**HOW TO COMPLETE THIS TASK**
Please report every line in the material below where the word "Coopers" is found.
◆ ◆ ◆ ◆ ◆ ◆ ◆
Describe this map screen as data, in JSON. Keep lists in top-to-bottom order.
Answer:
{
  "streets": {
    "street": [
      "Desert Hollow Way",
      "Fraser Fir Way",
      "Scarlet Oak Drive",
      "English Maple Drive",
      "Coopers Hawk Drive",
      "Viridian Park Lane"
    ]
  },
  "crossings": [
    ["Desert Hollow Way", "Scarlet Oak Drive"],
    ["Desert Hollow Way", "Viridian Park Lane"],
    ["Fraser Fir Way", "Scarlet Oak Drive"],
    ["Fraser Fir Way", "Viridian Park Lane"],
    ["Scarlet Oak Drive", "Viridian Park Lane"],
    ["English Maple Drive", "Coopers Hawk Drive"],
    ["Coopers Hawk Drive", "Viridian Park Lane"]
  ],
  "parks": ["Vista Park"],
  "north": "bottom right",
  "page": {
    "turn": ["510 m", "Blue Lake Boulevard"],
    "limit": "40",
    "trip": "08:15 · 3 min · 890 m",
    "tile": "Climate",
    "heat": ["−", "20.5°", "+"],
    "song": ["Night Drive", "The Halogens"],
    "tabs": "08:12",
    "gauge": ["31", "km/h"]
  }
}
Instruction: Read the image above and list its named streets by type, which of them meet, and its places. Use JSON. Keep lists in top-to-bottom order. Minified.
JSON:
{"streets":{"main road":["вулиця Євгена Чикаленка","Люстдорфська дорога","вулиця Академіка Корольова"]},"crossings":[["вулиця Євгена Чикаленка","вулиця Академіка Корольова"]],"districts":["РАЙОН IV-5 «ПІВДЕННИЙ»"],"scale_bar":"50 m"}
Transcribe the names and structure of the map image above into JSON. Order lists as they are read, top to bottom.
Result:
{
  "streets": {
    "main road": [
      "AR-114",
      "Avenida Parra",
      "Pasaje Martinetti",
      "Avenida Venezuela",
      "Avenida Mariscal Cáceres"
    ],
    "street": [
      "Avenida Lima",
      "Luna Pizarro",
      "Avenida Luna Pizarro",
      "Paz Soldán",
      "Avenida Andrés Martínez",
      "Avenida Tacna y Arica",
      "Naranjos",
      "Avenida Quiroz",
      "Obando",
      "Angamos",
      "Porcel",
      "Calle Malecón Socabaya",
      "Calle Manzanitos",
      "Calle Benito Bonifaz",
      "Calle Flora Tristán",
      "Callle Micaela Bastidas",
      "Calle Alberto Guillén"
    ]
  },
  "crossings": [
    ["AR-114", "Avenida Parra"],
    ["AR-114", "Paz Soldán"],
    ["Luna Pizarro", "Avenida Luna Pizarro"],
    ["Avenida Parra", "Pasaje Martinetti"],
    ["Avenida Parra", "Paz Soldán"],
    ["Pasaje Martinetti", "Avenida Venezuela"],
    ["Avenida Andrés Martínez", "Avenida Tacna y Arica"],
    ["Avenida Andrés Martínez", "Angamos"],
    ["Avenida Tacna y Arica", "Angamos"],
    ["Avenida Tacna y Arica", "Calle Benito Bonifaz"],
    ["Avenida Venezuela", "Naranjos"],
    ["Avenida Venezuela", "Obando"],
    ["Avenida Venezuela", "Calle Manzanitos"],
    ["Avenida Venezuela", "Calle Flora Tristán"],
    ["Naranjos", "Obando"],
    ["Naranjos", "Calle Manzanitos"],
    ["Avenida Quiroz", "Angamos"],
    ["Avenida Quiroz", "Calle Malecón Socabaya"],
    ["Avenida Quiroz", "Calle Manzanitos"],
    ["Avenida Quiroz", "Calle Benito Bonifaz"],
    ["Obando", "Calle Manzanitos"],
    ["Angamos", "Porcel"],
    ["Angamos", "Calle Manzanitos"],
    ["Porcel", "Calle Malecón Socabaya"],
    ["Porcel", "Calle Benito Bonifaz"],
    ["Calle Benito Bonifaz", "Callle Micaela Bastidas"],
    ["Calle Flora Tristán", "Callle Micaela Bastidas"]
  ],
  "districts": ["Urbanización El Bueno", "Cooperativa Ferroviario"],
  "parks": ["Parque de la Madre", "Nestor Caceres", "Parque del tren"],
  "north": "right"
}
◆ ◆ ◆ ◆ ◆ ◆ ◆
**EXERCISE SOLUTION**
      "Coopers Hawk Drive",
    ["English Maple Drive", "Coopers Hawk Drive"],
    ["Coopers Hawk Drive", "Viridian Park Lane"]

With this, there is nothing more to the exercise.